Peerless French actress Isabelle Huppert chooses her roles differently than most American stars, betting almost exclusively on the chance to work with directors she admires. It’s a strategy that has, by and large, paid off in a filmography full of provocative projects from the likes of Paul Verhoeven (“Elle”), Michael Haneke (“The Piano Teacher”), and Hong Sang-soo (“Claire’s Camera,” also out this week).
Belgian director Bavo Defurne is not a name most would place among such auteurs, having previously made just one feature (2011’s well-liked gay coming-of-age tale “North Sea Texas”) and a handful of queer shorts. But clearly Huppert sees something in him, agreeing to star in a pleasant enough little bauble entitled “Souvenir” — although, let’s be honest, the fact Defurne’s loving homage features a diva-worship leading role and a flattering May-September romance with one of France’s hottest young actors (“Love at First Fight” star Kévin Azaïs) must have influenced her decision.
Huppert plays Liliane Cheverny, AKA “Laura,” a half-forgotten one-hit wonder who competed in the Eurovision Song Contest 30 years earlier, disappearing shortly after being beaten by ABBA. When a question about Laura comes up in a TV quiz show, complete with a jog-your-memory clip of her best-known song, none of the contestants knows the answer. (In imagining the character, Defurne was no doubt inspired by Belgian singer Liliane Saint-Pierre, whose own Eurovision anthem, “Soldiers of Love,” was choreographed with arm movements only slightly less bizarre than the ones Huppert deploys here.)
But that was then. Now, Liliane has retreated back into the comforts of obscurity, working in a pâté factory, where she holds the decidedly unglamorous job of garnishing each baked-meat terrine with two bay leaves and a handful of dried berries. How deep must be the toll of celebrity for this forlorn existence to be an improvement? And yet, Liliane believes herself to be happy — though her scowl says otherwise, as does the generous helping of alcohol she tosses back alone at home every evening.
And then Jean, a young temp employee and part-time boxer, stumbles into her life. Where Liliane has grown cynical in her old age, Jean is not only optimistic, but enthralled to have discovered a washed-up celebrity in such an unlikely place. Talking his way up to her apartment, Jean nervously says, “My father thinks you’re great,” oblivious to how insulting the comment must sound — but then, Jean’s appeal has everything to do with his dumb, fumbling awkwardness (a routine so convincing, those discovering Azaïs in this film might not appreciate how his shy eyes, stooped shoulders, and brutish body language are all carefully calibrated for the part).

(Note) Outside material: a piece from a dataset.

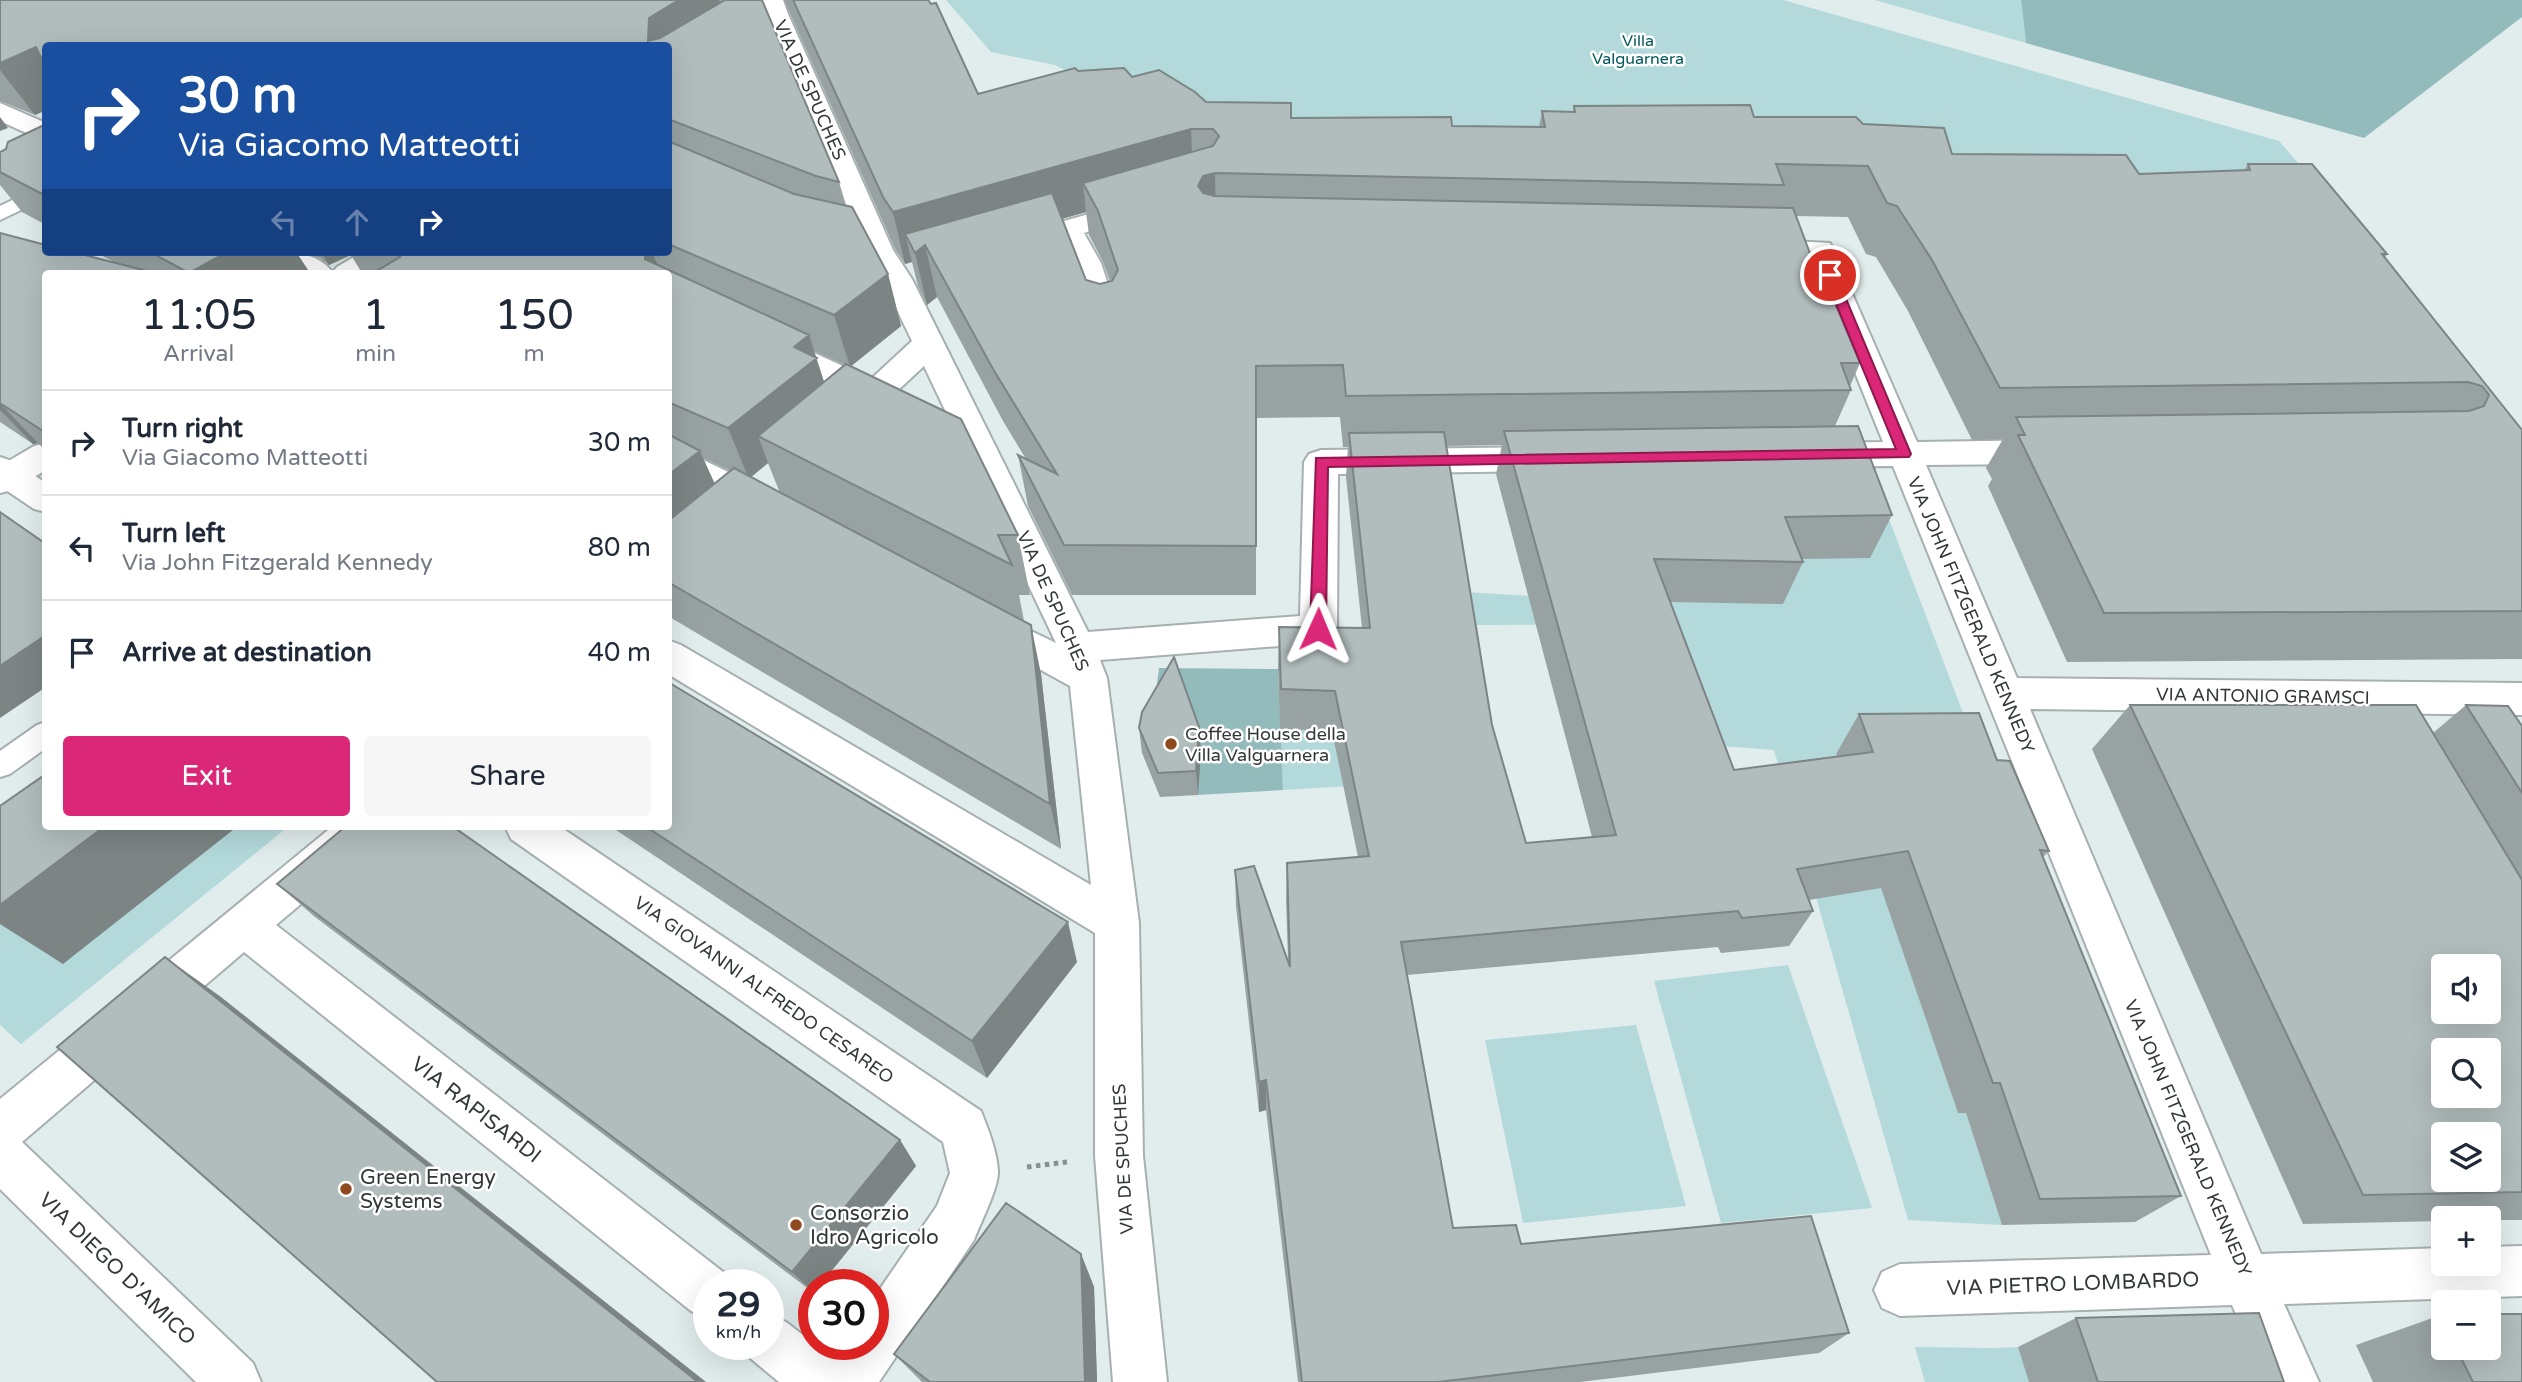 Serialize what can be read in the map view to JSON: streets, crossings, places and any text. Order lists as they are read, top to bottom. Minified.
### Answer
{"streets":{"street":["VIA DE SPUCHES","VIA JOHN FITZGERALD KENNEDY","VIA ANTONIO GRAMSCI","VIA GIOVANNI ALFREDO CESAREO","VIA RAPISARDI","VIA DIEGO D'AMICO","VIA PIETRO LOMBARDO"]},"crossings":[["VIA JOHN FITZGERALD KENNEDY","VIA ANTONIO GRAMSCI"],["VIA JOHN FITZGERALD KENNEDY","VIA PIETRO LOMBARDO"]],"parks":["Villa Valguarnera"],"places":["Coffee House della Villa Valguarnera","Green Energy Systems","Consorzio Idro Agricolo"],"page":{"turn":["30 m","Via Giacomo Matteotti"],"eta":["11:05","Arrival","1","min","150","m"],"list":[{"name":"Turn right","note":"Via Giacomo Matteotti","value":"30 m"},{"name":"Turn left","note":"Via John Fitzgerald Kennedy","value":"80 m"},{"name":"Arrive at destination","value":"40 m"}],"buttons":["Exit","Share"],"map_buttons":["+","−"],"speed":"29 km/h","limit":"30"}}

Jean isn’t a conventional lothario, but a naïve child, living out his father’s fantasy, and in so doing, rekindling a flame in Liliane that she had long since let smolder. Because the movie doesn’t have the budget or imagination to permit subplots, Jean has no other young suitors, and can’t even multi-task his boxing career, turning his attention instead to managing the comeback of “Laura” — booking her at a pathetic string of gigs at retirement homes, weddings, and the like. And then Jean gets his big idea, convincing her to compete on Eurovision once again without realizing that doing so will force her back into the grips of Tony Jones (Johan Leysen), the Svengali-like producer who broke her heart so many years before — and now hopes to win her back with a song.
“Souvenir” features just one twist, which Defurne gets out of the way with the opening credits: The titles unfold amid a romantic swell of music, set against what appear to be Champagne bubbles, but are in fact nothing more than the fizz of Liliane’s daily antacid tablets. It’s a cute touch, but also the film’s only surprise — apart from how guiltlessly diverting it all is, of course.

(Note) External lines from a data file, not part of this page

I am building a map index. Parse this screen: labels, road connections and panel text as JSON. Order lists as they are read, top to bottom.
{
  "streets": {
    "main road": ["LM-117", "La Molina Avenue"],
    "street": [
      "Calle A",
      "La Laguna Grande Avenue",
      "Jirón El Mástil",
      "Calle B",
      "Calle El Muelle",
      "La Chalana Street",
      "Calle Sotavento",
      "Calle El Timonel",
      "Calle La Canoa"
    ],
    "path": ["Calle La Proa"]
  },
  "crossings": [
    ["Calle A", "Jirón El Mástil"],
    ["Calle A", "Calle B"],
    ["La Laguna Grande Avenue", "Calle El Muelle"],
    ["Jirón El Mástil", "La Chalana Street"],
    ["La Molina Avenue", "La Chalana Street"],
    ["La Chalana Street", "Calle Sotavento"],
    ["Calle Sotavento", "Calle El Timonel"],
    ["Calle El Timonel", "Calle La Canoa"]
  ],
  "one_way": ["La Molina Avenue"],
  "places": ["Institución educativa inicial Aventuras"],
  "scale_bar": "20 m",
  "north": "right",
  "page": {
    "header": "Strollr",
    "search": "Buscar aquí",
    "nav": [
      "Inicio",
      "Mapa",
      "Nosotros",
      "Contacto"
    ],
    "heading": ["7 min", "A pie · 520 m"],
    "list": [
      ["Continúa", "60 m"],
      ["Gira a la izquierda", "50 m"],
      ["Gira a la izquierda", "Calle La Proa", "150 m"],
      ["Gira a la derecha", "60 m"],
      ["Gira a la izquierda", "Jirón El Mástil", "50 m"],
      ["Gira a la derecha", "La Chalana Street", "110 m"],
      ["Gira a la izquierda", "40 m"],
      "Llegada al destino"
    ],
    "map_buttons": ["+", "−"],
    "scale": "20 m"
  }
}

Another director might have pumped the script full of psychological subtext, the way Xavier Giannoli did his heart-aching (and superficially similar) “The Singer,” with Gérard Depardieu. But Defurne is happy to let things unfold on the surface, à la Douglas Sirk. He clearly worships Huppert, and seems to rely on audiences feeling the same way, doing little to enhance her natural charms. Her costumes are adequate, but not especially dazzling, and nearly all the sets look under-dressed (apart from the pâté factory, a repurposed abattoir with neat, industrial blue tiles that’s practically “Amélie” worthy — which partially compensates for her anemic apartment, so phony as to make “The Room” look downright cozy by comparison).
Perhaps that budget instead went to the film’s music, including three French-language songs by Thomas M. Lauderdale of the Portland-based band Pink Martini catchy enough to convincingly evoke the kind of Gallic hits performed by singers of limited range (of the kind Serge Gainsbourg wrote for female vocalists). Or else, he invested in the fabulously old-fashioned Pierre et Gilles portrait that appears on the “Souvenir” movie poster — if only the shamelessly campy vibe it conveys (reminiscent of Huppert’s appearance in François Ozon’s “8 Women”) were also to be found in the film.
And so the question remains: Is Defurne indeed the great director Huppert believes him to be, or just a small-town lightweight smitten with his star? Alas, only his future projects will tell.